Florida isn’t all about oranges — Florida is also the No. 1 grower of tomatoes. In 2021, the state produced $324 million of fresh market tomatoes, which comprised 54% of the U.S. value, according to the Florida Department of Agriculture and Consumer Services (FDACS).
Florida tomatoes — which include cherry, grape, Roma, round and heirloom varieties — are harvested from October to June. North Florida harvest begins in October and is followed by central Florida (primarily southeast of Tampa Bay), which peaks in November and early December.
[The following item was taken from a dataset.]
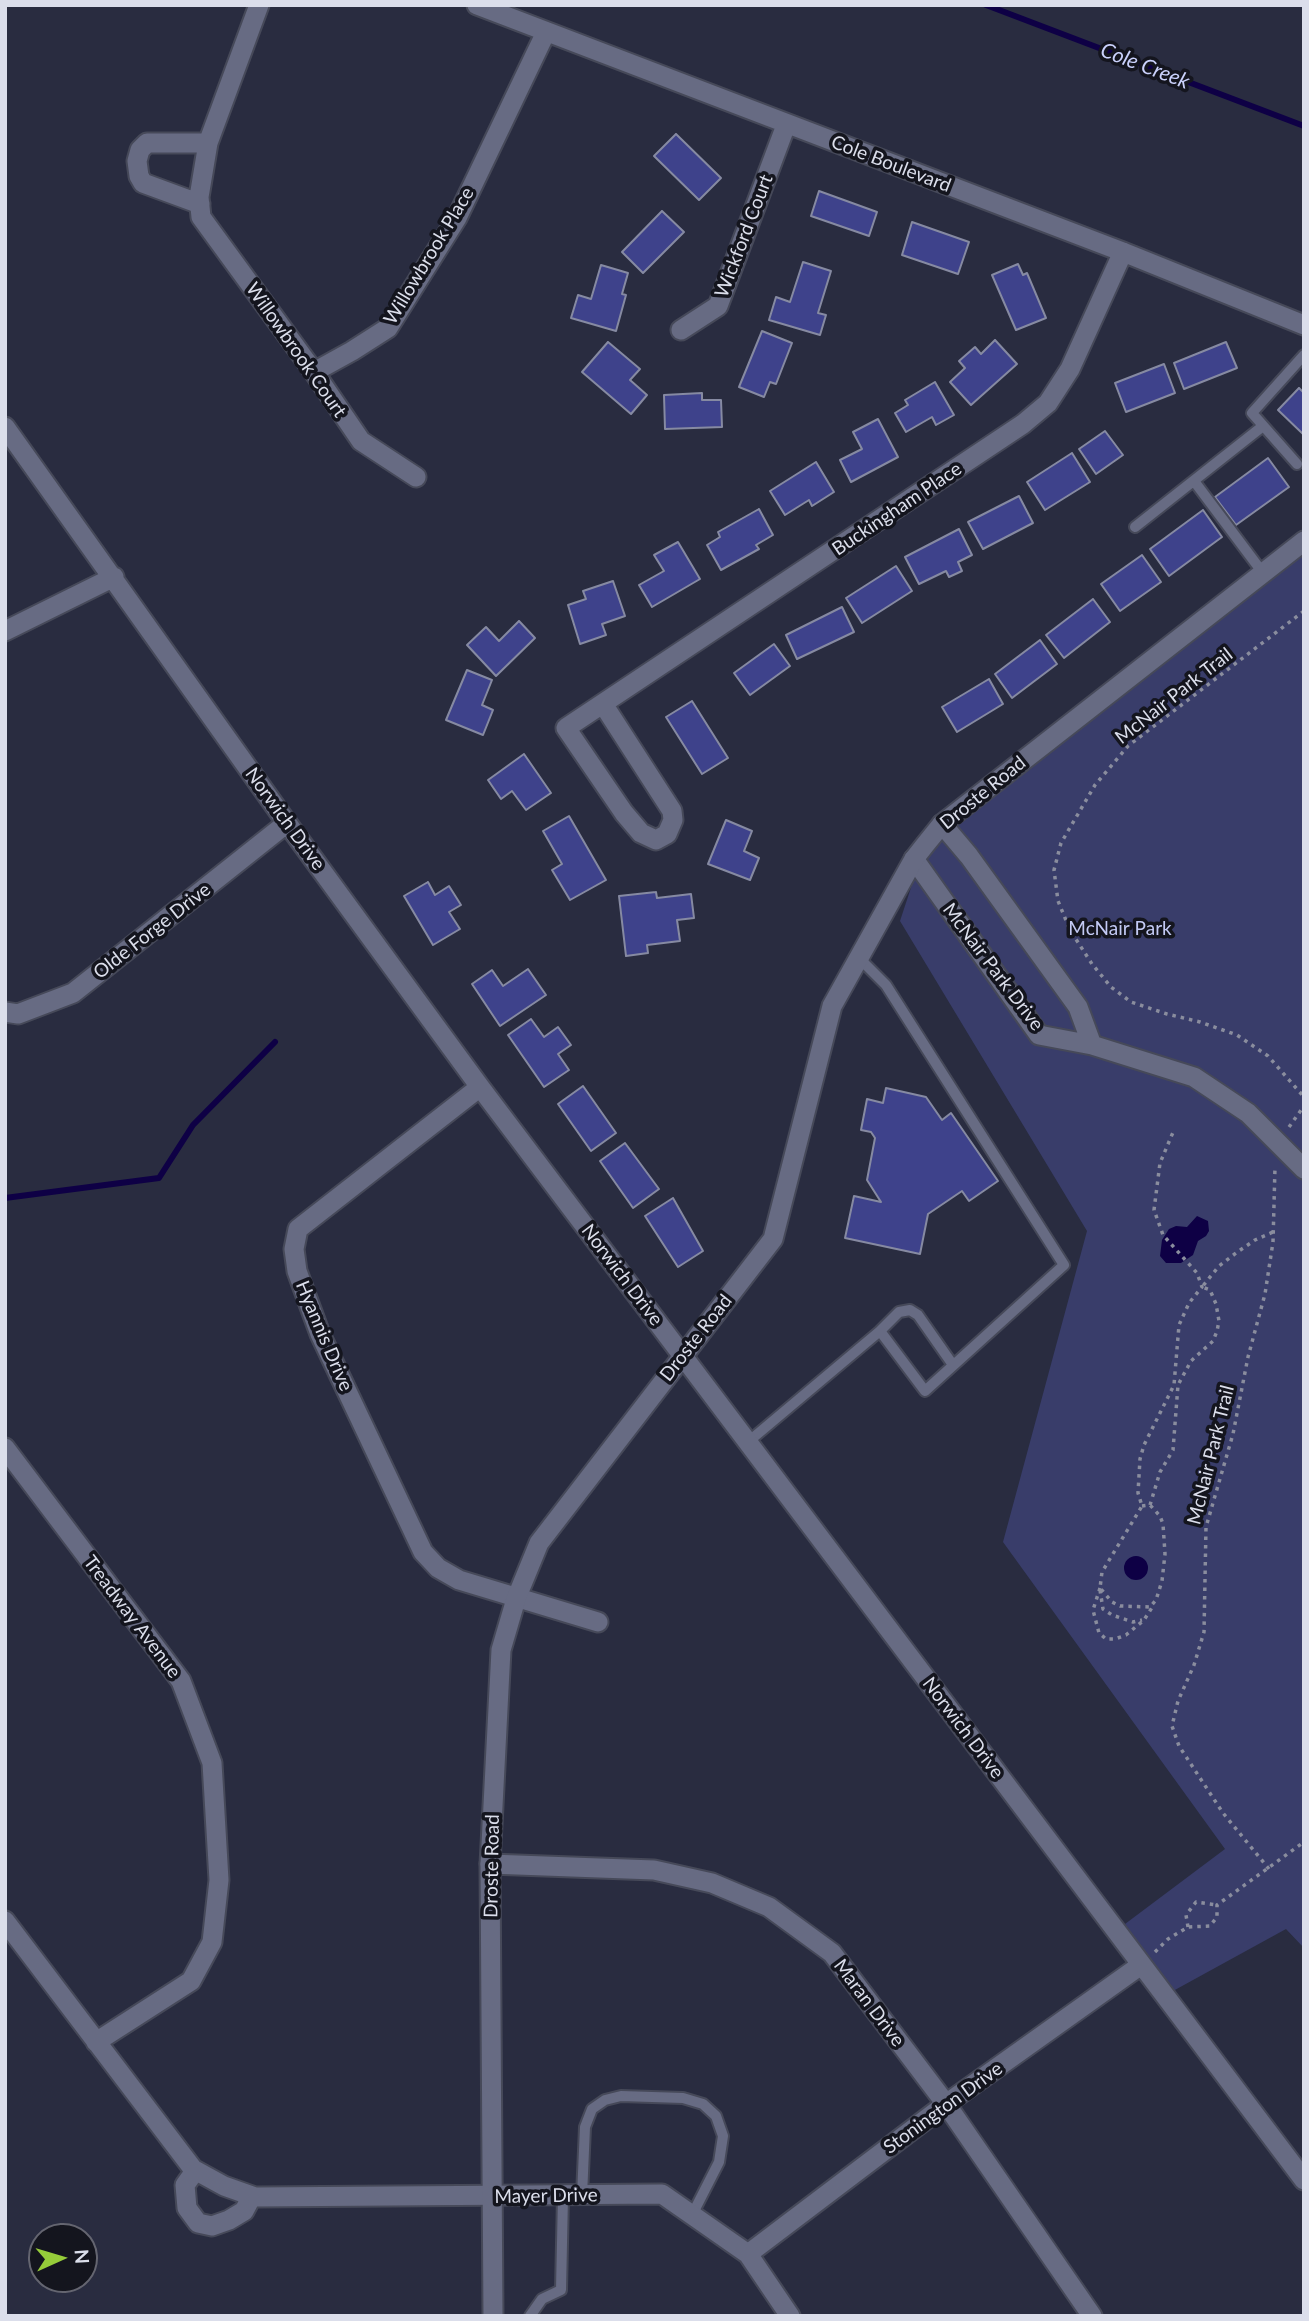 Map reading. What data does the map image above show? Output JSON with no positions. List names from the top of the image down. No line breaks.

“Tomato production will begin moving south in mid-December for the South Florida winter harvest that will run through March,” says Michael Schadler, manager of the Florida Tomato Committee (FTC) and executive vice president of the Florida Tomato Exchange (FTE), Orlando, FL. “Then it’s back to Central Florida in the spring, and North Florida in the late spring and early summer.”
Hurricane Idalia did not have a meaningful impact on the tomato growing areas, so Florida expects normal tomato volumes this year.
“Our tomato plants are in the ground, and I think they look good after the storm,” says Liz Torres, vice president of Tomato Thyme in Sarasota, FL. The company harvests in Sarasota in the fall and in West Palm Beach in the spring.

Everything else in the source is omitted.